# Task description:
Produce a copy of every line in the records that holds the string "Kommunalverkehr".
________________
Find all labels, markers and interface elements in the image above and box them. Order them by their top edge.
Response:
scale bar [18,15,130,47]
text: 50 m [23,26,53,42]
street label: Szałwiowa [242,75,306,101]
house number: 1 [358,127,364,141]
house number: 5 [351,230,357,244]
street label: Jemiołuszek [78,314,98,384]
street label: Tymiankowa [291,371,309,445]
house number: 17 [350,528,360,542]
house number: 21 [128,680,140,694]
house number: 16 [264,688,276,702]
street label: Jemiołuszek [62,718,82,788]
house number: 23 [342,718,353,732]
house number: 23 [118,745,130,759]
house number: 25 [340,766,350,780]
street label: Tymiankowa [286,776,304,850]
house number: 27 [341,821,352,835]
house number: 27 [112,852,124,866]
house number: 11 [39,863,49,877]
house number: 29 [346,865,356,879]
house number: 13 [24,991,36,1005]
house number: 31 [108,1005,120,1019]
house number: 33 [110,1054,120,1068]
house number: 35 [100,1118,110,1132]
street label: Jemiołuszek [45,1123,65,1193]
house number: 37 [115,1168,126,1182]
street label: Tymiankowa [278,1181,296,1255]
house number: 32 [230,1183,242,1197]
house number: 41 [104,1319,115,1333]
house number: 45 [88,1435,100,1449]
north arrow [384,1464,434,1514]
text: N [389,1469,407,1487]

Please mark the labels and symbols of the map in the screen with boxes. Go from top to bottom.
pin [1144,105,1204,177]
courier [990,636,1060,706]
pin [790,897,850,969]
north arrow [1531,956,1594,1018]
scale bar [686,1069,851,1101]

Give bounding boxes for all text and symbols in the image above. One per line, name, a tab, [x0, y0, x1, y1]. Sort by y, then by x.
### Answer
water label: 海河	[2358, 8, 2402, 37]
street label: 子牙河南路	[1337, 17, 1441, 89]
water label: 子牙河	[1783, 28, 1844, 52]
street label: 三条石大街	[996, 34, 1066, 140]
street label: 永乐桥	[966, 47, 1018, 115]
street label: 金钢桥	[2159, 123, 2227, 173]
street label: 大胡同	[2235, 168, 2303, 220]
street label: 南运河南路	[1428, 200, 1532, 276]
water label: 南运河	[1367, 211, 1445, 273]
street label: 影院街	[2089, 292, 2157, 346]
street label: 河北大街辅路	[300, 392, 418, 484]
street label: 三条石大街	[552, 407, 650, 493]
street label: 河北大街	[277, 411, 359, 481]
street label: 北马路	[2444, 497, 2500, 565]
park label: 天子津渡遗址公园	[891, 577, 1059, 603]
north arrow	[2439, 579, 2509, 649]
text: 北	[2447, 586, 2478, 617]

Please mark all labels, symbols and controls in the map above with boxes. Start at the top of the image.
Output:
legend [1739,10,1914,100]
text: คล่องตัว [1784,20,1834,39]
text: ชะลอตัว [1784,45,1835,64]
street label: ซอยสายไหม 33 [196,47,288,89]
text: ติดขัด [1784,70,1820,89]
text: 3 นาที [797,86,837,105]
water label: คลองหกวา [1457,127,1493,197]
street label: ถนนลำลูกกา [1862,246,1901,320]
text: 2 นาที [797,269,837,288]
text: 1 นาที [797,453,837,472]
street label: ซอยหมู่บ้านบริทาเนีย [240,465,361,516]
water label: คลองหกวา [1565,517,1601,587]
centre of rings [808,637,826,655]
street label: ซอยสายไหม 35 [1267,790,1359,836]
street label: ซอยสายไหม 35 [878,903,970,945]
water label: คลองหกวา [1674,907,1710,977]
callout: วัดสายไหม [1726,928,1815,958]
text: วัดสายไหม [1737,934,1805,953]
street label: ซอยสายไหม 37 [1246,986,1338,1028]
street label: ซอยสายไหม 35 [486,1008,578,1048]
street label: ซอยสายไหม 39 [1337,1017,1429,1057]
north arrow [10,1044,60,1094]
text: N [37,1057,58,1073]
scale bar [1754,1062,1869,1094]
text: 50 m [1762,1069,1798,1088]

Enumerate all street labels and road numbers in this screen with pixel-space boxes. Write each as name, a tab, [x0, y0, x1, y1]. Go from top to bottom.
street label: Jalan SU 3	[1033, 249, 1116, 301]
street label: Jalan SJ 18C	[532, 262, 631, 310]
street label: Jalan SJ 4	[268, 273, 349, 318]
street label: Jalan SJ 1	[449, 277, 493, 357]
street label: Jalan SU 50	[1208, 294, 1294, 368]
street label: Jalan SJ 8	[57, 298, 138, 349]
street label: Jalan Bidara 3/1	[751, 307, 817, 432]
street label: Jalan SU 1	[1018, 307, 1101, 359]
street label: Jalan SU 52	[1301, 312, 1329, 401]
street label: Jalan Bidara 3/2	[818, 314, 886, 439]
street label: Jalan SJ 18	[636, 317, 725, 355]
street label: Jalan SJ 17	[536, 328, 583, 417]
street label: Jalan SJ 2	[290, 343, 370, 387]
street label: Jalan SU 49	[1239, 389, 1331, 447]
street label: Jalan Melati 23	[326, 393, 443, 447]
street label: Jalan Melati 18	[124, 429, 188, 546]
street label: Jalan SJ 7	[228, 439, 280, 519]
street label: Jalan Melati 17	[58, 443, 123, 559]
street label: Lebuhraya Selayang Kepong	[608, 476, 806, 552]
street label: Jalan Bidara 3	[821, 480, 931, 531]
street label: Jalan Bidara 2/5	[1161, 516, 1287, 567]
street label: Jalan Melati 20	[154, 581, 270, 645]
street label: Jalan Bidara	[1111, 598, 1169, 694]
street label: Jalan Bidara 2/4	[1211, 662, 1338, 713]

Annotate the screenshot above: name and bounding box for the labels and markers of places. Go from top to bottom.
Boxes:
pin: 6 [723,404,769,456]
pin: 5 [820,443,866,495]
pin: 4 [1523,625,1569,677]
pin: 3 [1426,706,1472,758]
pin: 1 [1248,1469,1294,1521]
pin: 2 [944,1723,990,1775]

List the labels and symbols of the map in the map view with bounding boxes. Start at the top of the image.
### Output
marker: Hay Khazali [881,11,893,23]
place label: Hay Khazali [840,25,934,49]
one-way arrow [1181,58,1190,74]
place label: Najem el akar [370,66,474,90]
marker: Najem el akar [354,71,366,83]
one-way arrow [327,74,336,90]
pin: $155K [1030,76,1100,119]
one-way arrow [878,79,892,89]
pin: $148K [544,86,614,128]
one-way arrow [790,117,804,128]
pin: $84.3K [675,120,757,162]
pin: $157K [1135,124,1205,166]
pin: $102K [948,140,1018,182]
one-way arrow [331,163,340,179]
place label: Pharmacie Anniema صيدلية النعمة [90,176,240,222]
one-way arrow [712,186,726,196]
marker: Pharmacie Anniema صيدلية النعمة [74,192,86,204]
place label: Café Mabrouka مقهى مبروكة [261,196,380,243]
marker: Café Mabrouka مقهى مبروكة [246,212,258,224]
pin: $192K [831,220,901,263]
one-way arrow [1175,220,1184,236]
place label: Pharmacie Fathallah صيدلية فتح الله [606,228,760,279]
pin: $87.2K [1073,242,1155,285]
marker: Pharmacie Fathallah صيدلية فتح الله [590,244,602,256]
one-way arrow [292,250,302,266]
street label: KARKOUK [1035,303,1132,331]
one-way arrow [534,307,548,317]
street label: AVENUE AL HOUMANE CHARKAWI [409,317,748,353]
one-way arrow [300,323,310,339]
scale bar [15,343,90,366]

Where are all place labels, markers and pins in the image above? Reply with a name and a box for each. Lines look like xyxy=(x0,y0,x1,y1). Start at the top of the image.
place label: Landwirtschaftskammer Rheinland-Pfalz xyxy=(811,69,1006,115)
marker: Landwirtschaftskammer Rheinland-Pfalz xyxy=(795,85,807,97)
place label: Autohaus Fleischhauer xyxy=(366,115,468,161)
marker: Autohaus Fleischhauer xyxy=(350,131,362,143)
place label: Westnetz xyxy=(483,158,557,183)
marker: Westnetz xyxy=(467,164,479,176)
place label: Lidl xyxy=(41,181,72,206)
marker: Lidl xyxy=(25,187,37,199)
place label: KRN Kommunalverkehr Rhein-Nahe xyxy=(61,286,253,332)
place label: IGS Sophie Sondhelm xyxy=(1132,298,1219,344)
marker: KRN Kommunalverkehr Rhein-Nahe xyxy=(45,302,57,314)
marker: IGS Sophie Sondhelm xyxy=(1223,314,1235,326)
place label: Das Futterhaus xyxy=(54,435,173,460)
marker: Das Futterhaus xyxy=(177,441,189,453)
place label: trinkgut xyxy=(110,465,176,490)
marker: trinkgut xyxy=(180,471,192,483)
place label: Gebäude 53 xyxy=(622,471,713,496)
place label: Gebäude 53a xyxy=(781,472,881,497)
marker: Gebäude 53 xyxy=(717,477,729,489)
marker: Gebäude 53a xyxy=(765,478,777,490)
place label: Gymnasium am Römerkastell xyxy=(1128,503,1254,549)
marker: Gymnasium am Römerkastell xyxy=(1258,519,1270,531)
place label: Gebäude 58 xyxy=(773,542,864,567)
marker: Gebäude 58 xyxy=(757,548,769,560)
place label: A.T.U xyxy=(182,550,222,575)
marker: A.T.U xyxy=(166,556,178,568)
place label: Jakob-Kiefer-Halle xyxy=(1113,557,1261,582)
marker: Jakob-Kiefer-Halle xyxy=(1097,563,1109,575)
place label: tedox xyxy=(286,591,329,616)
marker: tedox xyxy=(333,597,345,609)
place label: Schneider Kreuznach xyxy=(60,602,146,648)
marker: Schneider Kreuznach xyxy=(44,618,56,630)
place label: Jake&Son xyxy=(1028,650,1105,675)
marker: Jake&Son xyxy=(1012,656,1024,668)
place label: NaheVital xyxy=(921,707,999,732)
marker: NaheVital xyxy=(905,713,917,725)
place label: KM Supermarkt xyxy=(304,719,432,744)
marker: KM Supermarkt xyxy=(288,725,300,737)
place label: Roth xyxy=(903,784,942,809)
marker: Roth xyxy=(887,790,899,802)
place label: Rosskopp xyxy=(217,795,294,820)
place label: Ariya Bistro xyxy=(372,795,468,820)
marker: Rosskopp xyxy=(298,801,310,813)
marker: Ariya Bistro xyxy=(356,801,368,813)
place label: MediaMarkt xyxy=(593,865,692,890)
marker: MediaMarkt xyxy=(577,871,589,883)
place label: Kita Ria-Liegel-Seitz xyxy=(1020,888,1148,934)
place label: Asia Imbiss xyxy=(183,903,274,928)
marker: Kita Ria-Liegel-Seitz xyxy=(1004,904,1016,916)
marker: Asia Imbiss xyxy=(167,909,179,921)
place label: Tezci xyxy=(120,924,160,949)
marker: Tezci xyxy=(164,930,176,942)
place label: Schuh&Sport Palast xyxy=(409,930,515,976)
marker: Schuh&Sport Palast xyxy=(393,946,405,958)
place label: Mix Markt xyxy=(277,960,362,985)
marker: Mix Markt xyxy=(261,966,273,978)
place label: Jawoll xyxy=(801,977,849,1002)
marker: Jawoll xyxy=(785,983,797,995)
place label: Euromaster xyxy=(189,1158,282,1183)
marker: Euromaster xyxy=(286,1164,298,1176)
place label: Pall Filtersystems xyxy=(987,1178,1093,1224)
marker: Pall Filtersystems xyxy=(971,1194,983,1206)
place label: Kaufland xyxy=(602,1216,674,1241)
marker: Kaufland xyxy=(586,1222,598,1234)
________________
# Answer to the exercise:
place label: KRN Kommunalverkehr Rhein-Nahe xyxy=(61,286,253,332)
marker: KRN Kommunalverkehr Rhein-Nahe xyxy=(45,302,57,314)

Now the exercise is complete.